Government officials have defended the proposed rule by explaining that it is not a categorical ban. The officials also point to programs that allow migrants from Venezuela, Cuba, Nicaragua and Haiti to seek entry to the U.S. if they have a financial sponsor. Another process allows those who cross without authorization to “rebut” the presumption that they are ineligible for asylum in certain cases, like if they have a medical emergency.

Administration officials who spoke with the media last week said they would not allow disorder or chaos on the border and that the policy was not their first preference. The asylum system has been in crisis for years: Backlogs of claims have grown exponentially and Congress has no clear solutions. Biden has repeatedly called on Congress to pass comprehensive immigration reform.

But some Biden administration officials privately acknowledge that the adoption of the new strategy was driven by politics.

“Electoral politics trump values when it comes to access to asylum. The desire to keep the border quiet resulted in compromising what I previously thought were deeply held Democratic beliefs,” said the second Biden official. “The Democrats have lost the ability to, with a straight face, criticize Trump or the next Republican administration’s approach on immigration.”

The Biden administration had long been under fire from Republicans over high numbers of arrests at the southern border. In January, it launched an effort to bring down those numbers by using Title 42, the Trump-era public health measure, to turn back Venezuelans, Nicaraguans, and Cubans — nationalities who were previously difficult to deport to their home countries — to Mexico. At the same time, it created a program to allow migrants from those countries to seek entry to the U.S. with a financial sponsor.

After that January announcement, the numbers of unauthorized border crossings declined to their lowest levels in almost two years.

The administration celebrated this downturn in statements and referenced it in the more than 100-page document laying out the new border policy last week. According to that document, officials were worried that the expiration of pandemic-era border measures in May could drive border apprehensions as high as 13,000 a day.

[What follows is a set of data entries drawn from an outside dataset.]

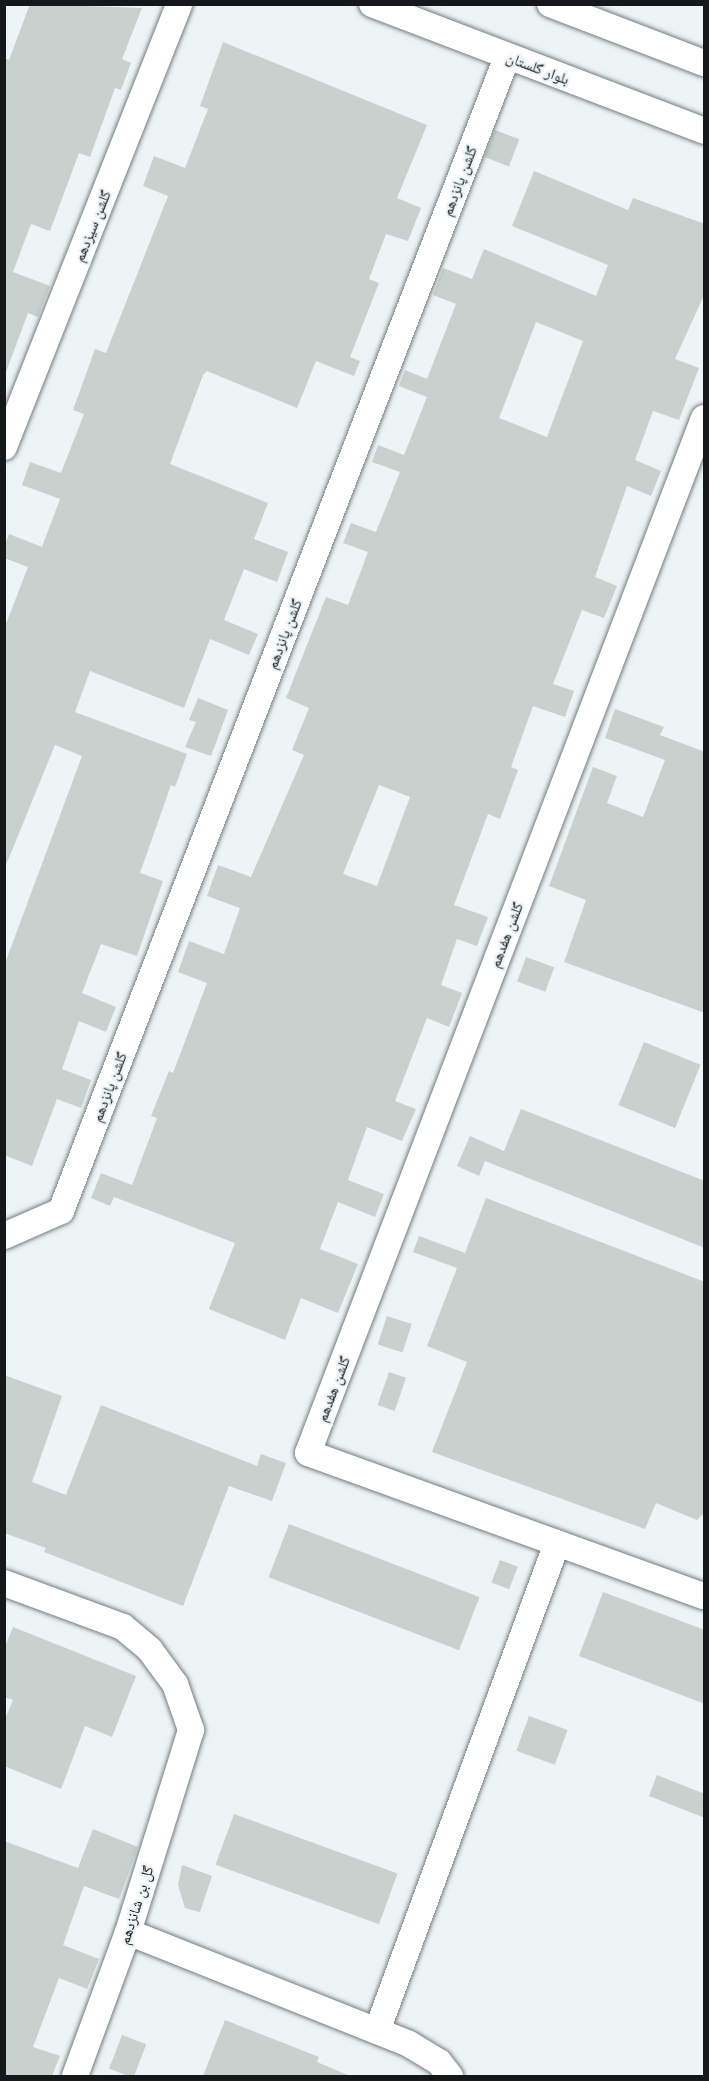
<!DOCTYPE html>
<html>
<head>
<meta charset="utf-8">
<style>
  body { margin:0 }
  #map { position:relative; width:709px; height:2081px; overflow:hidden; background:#ecf4f5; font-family:Mulish,"Noto Naskh Arabic",sans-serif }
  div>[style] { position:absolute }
  .building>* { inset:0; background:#c9d1ce; transform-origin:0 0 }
  .roads { filter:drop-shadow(0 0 2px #747c7d) drop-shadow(0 0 2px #747c7d) }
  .minor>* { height:26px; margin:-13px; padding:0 13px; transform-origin:13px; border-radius:13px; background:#fff }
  span { translate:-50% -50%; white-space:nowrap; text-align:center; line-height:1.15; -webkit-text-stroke:4.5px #ecf4f5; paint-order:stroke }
  .street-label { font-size:15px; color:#151818 }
  .frame { position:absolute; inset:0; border:6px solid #151818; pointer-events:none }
</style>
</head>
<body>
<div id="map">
  <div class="building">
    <div style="clip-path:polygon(30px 4px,142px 8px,122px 59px,131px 63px,121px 90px,115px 88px,90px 157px,79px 153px,50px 231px,31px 224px,13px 272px,50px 286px,38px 317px,28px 313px,6px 372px,4px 58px,9px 60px)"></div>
    <div style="clip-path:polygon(223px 42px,427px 125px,397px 198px,421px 208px,408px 241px,386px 234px,369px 279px,379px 283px,350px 357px,360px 361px,354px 376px,316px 361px,297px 408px,207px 371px,203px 375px,170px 464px,268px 503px,254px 539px,288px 552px,277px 582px,244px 569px,224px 620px,258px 634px,249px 655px,210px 639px,184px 708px,90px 671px,75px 712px,187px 754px,175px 787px,171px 785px,140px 873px,163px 881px,137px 956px,101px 944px,82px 993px,116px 1007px,106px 1032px,79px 1021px,62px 1069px,91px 1080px,81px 1108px,57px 1099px,32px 1166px,4px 1155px,4px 966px,82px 756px,55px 745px,4px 870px,4px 629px,28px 567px,4px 558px,4px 547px,9px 534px,42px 547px,60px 499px,22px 485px,30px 462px,61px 473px,84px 414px,73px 410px,95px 349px,106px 353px,168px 196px,143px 186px,154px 156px,185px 168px,208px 109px,200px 106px)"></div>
    <div style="left:495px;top:130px;width:26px;height:29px;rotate:21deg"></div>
    <div style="clip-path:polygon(evenodd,534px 171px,628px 210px,633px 198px,705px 224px,705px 293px,675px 359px,699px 368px,679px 420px,653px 411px,635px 460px,661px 471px,651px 496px,627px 486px,595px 577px,617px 586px,604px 618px,582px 610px,553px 684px,574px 691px,565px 717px,533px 706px,511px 767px,518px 770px,500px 819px,488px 814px,454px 905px,488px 917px,477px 946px,457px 939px,441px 985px,462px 993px,449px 1027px,427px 1018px,395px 1101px,416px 1109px,402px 1141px,367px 1127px,348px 1180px,384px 1194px,375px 1217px,338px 1202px,320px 1249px,358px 1264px,338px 1313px,301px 1298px,285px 1340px,209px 1309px,235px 1243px,114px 1197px,110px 1206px,91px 1198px,101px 1173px,132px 1185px,157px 1118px,151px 1116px,169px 1071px,173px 1073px,207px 983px,178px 972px,189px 941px,224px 954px,240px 908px,207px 896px,218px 865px,251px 877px,304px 755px,292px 750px,309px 708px,286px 698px,326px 597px,348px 605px,368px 552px,343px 543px,351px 523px,376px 532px,400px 472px,372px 462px,378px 445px,404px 455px,427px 397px,399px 386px,405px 370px,427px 379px,456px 304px,433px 295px,443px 268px,472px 279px,484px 249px,596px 296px,608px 265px,512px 226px,534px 171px,536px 322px,583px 341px,547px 437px,499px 418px,536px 322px,534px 171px,379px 785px,410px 797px,377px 886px,343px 874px,379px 785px)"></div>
    <div style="clip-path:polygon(198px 698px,228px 710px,211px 756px,185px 747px,196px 722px,189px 720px)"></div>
    <div style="clip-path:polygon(615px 709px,664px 727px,660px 735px,705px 752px,705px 1013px,564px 962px,586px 900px,549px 886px,593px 767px,617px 776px,607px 803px,643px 817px,665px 760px,605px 738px)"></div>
    <div style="left:526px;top:957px;width:30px;height:26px;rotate:20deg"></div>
    <div style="left:644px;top:1042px;width:61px;height:68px;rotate:22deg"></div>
    <div style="clip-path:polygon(521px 1109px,705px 1181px,705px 1248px,485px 1161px,479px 1176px,457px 1166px,470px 1136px,504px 1151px)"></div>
    <div style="clip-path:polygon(486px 1198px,705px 1282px,705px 1512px,697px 1520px,656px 1503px,645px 1529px,432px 1452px,467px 1362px,427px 1346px,457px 1268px,413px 1252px,419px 1236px,465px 1253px)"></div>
    <div style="left:387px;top:1316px;width:26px;height:30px;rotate:18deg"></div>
    <div style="left:389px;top:1372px;width:18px;height:35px;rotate:19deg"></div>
    <div style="clip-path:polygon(4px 1375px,62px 1396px,32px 1482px,66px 1495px,101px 1405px,257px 1466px,261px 1454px,286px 1463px,272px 1501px,229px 1486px,183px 1606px,44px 1552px,46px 1548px,4px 1533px)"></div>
    <div style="left:289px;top:1524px;width:204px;height:57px;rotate:21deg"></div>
    <div style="left:500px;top:1560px;width:19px;height:24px;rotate:21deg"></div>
    <div style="clip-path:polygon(603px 1592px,705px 1630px,705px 1704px,579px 1656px)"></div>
    <div style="clip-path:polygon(13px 1627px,136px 1676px,112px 1737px,85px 1726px,61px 1789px,4px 1766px,4px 1721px,13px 1700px,4px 1697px,4px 1649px)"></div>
    <div style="left:529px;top:1716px;width:41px;height:37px;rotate:20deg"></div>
    <div style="clip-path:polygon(657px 1775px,705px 1794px,705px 1818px,649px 1796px)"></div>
    <div style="left:234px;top:1814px;width:174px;height:54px;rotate:20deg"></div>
    <div style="clip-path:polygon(93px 1829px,138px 1847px,119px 1899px,84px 1886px,63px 1945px,99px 1959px,87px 1989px,59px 1978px,33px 2047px,60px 2056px,52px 2076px,4px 2076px,4px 1841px,78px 1868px)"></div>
    <div style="clip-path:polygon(182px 1865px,212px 1876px,200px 1912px,185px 1908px,178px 1885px)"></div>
    <div style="clip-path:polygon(225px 2020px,319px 2057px,317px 2062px,350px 2076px,203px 2076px)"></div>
    <div style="left:122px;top:2035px;width:26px;height:36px;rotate:21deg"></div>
  </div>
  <div class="roads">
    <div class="minor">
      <div style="left:372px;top:4px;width:355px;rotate:20.9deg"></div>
      <div style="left:550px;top:4px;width:165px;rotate:21deg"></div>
      <div style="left:704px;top:418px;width:1108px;rotate:110.94deg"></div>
      <div style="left:308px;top:1453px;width:421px;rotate:19.9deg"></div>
      <div style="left:4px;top:447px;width:476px;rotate:-68.4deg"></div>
      <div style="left:4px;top:1236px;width:62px;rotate:-23.7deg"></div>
      <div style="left:61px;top:1211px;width:1237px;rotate:-68.87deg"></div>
      <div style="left:4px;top:1583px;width:127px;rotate:20.3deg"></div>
      <div style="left:123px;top:1627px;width:35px;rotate:40deg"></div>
      <div style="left:150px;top:1650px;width:42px;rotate:53.7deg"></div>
      <div style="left:175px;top:1684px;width:49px;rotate:70.8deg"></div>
      <div style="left:191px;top:1730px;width:212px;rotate:107.3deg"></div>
      <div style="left:128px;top:1932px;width:153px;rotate:110.2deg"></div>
      <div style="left:128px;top:1932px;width:302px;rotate:21.7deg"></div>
      <div style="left:409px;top:2044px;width:35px;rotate:31deg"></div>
      <div style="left:439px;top:2062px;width:18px;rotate:52deg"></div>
      <div style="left:377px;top:2031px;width:520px;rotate:-69.75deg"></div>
    </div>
  </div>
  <div class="street-label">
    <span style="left:538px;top:68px;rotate:21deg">بلوار گلستان</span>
    <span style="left:459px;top:181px;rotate:-69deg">گلشن پانزدهم</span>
    <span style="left:92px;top:226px;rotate:-68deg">گلشن سیزدهم</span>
    <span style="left:284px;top:634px;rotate:-69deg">گلشن پانزدهم</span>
    <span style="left:506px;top:935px;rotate:-69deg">گلشن هفدهم</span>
    <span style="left:109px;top:1087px;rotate:-69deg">گلشن پانزدهم</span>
    <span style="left:333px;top:1389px;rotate:-69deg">گلشن هفدهم</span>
    <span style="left:136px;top:1905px;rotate:-72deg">گل بن شانزدهم</span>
  </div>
  <div class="frame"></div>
</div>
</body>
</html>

That number, the administration judged, would be a disaster that would strain resources, lead to overcrowding in border facilities, and pose safety concerns. To avoid it, the country’s asylum process had to be restructured.

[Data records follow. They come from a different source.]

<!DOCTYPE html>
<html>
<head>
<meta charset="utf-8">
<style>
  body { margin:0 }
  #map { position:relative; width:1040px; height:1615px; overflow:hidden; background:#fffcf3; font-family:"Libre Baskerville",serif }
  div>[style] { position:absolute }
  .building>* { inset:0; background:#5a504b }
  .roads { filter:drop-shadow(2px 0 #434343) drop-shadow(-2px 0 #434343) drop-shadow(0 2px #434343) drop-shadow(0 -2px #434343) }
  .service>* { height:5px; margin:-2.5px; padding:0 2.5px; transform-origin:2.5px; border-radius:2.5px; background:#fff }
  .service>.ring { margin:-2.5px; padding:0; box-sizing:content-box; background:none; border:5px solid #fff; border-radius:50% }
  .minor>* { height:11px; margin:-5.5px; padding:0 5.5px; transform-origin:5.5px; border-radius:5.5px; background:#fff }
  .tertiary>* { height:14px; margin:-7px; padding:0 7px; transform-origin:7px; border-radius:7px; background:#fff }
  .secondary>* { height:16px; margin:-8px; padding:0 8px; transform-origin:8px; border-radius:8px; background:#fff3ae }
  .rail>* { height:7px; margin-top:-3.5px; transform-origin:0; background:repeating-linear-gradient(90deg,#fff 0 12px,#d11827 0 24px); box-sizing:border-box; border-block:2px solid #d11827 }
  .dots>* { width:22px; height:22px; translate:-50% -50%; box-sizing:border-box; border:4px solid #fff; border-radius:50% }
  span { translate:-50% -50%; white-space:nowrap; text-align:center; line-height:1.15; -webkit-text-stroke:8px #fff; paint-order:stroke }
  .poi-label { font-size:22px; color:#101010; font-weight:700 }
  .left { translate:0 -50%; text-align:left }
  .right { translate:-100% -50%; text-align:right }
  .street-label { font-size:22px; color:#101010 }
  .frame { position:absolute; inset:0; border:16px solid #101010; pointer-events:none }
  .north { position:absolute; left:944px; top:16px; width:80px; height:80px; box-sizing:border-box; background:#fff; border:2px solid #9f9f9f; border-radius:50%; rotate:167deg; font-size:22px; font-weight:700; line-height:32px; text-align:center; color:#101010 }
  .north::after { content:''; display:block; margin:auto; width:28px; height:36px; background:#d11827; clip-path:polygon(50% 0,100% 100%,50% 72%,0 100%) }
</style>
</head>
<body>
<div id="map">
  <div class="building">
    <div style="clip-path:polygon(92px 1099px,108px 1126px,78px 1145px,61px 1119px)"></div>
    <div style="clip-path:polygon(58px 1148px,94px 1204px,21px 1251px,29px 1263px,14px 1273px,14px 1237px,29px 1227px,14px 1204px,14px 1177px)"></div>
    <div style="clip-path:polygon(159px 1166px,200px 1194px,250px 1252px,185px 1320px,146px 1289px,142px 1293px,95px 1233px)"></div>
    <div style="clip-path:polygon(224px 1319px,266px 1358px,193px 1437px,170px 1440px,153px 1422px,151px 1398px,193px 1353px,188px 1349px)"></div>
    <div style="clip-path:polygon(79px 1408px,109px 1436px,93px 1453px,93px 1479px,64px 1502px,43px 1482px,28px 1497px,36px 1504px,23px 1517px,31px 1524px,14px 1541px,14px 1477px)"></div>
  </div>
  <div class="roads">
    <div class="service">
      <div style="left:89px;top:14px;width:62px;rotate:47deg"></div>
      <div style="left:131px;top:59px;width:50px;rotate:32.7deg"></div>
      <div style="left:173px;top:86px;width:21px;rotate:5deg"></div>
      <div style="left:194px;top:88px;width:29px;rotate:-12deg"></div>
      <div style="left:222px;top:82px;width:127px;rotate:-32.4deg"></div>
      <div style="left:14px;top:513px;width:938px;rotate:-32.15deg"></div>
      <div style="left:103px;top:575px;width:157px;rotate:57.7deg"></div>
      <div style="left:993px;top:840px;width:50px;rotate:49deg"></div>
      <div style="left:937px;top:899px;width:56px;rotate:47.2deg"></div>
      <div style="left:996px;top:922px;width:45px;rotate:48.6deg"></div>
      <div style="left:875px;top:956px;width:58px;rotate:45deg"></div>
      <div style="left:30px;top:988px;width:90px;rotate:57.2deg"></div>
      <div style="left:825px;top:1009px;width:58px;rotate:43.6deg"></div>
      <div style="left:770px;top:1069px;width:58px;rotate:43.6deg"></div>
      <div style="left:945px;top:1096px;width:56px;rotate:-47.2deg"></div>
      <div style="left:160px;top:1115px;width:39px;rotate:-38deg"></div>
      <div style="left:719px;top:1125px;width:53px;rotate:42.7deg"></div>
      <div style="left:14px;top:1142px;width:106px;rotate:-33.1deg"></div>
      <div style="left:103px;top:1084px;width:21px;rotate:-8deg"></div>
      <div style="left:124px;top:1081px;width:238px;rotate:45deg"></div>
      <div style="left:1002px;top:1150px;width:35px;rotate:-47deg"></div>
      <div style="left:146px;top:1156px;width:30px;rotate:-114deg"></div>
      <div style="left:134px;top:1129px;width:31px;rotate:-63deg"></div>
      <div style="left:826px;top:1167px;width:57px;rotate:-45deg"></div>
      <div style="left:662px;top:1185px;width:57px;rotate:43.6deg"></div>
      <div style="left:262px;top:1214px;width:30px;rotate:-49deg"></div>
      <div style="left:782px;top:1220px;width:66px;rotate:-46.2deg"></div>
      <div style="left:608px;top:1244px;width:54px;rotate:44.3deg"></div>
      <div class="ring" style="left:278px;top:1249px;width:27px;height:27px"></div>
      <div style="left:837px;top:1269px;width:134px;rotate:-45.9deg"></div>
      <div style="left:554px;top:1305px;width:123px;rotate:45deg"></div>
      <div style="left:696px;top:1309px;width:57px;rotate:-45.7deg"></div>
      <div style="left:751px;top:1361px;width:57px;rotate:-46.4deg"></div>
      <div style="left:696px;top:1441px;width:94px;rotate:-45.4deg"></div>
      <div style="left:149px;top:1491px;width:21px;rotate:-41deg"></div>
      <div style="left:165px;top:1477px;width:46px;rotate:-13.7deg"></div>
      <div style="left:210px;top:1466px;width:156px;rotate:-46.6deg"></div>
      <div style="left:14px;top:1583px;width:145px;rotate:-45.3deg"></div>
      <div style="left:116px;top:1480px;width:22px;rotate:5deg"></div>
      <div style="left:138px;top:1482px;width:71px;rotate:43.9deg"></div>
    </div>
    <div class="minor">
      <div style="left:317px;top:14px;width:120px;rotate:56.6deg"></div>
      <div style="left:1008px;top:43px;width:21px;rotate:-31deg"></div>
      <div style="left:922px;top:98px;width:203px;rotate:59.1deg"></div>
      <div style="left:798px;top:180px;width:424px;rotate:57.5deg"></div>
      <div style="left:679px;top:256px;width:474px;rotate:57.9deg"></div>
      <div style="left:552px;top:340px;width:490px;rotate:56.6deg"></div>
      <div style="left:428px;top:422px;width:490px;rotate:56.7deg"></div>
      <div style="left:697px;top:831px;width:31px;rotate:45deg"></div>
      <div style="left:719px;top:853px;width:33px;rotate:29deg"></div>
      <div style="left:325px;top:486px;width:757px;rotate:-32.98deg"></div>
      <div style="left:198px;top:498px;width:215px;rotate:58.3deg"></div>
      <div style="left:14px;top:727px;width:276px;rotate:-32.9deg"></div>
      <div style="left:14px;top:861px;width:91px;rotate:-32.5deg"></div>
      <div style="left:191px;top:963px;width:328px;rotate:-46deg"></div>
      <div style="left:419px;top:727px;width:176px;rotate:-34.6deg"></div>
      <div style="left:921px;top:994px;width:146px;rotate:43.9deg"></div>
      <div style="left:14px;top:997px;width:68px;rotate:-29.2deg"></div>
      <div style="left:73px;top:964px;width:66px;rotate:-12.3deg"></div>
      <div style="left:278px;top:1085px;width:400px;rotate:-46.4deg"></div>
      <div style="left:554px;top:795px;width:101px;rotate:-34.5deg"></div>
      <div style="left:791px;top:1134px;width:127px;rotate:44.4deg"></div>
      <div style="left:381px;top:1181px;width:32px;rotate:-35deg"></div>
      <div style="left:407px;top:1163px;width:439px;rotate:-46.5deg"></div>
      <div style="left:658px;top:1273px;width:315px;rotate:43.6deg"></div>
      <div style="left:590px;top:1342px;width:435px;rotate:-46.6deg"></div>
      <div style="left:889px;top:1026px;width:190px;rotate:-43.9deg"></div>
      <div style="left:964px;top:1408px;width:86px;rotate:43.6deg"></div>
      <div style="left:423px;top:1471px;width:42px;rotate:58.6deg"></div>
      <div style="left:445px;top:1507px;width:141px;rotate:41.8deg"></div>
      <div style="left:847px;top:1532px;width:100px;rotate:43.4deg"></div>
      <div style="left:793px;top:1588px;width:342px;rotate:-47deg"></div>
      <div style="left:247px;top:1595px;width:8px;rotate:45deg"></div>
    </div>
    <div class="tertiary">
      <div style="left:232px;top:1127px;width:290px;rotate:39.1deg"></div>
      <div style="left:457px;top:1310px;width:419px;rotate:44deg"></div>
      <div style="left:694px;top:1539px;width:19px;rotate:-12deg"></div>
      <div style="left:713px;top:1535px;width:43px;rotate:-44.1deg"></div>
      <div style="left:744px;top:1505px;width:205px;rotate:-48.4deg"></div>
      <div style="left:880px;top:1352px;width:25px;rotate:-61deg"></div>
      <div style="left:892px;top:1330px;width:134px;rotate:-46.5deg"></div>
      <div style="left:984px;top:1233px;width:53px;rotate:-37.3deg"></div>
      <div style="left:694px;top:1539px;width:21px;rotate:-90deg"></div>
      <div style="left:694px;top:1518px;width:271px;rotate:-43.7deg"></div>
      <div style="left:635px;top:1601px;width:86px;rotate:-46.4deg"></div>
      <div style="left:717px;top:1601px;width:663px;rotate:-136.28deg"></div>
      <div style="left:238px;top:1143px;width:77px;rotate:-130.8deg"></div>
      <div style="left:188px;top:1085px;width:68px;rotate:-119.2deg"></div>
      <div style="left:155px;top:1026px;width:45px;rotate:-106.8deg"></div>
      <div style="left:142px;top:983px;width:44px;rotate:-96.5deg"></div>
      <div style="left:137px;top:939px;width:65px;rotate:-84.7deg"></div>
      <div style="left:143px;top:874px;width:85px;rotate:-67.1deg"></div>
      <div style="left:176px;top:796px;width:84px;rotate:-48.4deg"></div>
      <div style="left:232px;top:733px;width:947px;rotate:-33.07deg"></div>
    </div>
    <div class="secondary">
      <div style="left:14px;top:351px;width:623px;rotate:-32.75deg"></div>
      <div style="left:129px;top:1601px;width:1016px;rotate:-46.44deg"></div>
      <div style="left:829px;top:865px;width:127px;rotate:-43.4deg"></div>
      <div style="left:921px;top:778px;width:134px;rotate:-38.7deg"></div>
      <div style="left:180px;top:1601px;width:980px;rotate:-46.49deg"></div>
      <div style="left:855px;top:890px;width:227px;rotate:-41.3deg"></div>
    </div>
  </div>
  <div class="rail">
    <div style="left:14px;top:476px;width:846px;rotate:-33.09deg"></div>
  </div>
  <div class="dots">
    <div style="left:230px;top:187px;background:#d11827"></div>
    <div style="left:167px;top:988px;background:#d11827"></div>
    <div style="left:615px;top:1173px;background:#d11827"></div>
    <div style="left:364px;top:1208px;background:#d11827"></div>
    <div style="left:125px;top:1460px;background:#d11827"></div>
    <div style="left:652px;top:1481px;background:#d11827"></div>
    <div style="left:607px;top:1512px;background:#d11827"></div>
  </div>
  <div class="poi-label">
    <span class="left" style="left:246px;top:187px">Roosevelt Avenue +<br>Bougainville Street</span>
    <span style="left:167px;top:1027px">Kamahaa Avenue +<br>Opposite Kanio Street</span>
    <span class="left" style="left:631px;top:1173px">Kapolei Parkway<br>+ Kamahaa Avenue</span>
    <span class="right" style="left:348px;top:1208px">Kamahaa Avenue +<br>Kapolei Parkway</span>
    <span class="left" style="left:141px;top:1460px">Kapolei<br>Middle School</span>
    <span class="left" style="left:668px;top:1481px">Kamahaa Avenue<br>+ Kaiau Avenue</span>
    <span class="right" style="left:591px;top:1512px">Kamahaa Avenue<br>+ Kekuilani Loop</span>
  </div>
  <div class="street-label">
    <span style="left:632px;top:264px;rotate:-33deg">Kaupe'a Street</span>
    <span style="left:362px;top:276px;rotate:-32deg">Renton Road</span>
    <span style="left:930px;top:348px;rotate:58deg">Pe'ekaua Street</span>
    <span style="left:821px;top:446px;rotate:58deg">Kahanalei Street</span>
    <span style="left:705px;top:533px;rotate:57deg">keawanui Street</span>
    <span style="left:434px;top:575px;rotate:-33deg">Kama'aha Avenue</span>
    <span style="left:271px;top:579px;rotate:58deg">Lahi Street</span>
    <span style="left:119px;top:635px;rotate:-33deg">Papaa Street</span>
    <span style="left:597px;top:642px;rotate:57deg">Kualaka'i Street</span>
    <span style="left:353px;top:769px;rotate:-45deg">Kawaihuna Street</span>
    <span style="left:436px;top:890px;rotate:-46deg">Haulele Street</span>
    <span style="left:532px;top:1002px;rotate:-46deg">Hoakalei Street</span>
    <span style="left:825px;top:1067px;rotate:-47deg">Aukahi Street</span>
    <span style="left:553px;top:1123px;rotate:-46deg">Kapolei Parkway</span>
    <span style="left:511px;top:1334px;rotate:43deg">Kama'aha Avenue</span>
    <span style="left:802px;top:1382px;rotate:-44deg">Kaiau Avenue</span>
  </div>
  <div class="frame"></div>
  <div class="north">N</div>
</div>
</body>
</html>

“Between Congress and an outdated immigration system and unabating high numbers, [plus] the specter of much higher numbers, we were sort of painted into a corner,” a fourth Biden official explained.

But the biggest problem, a fifth Biden official argued, was media and the government’s focus on border numbers — which are up all over the world as migration surges everywhere — rather than on how the U.S. treats migrants.

“The fundamental problem is that the entire focus and the entire concept of controlling the border means reducing numbers. If you think that’s what it means, it is a losing battle,” the official said. “The public measurement [of success] is how to lower numbers, so policies get written to lower numbers. That’s what everyone is looking for.”

If the Biden proposal is finalized, the administration will likely face lawsuits from the ACLU and other nongovernmental groups that fought to block the Trump administration’s immigration policies. The public also has 30 days to offer comments on the proposal before government officials finalize it.

With the new policies on the horizon, some asylum officers are beginning to openly consider whether they will have to leave their jobs, said Michael Knowles, spokesperson for the AFGE Council 119, the union that represents them.

“The anxiety meters are soaring,” said Knowles, a 30-year veteran of the asylum officer corps. “Am I going to have to make a choice between my calling, my livelihood to be a refugee protector,” he said some officers have wondered if the policy is finalized, “or leaving as a matter of conscience?”

The last time Knowles witnessed so many asylum officers consider leaving the job was years ago, during the Trump administration.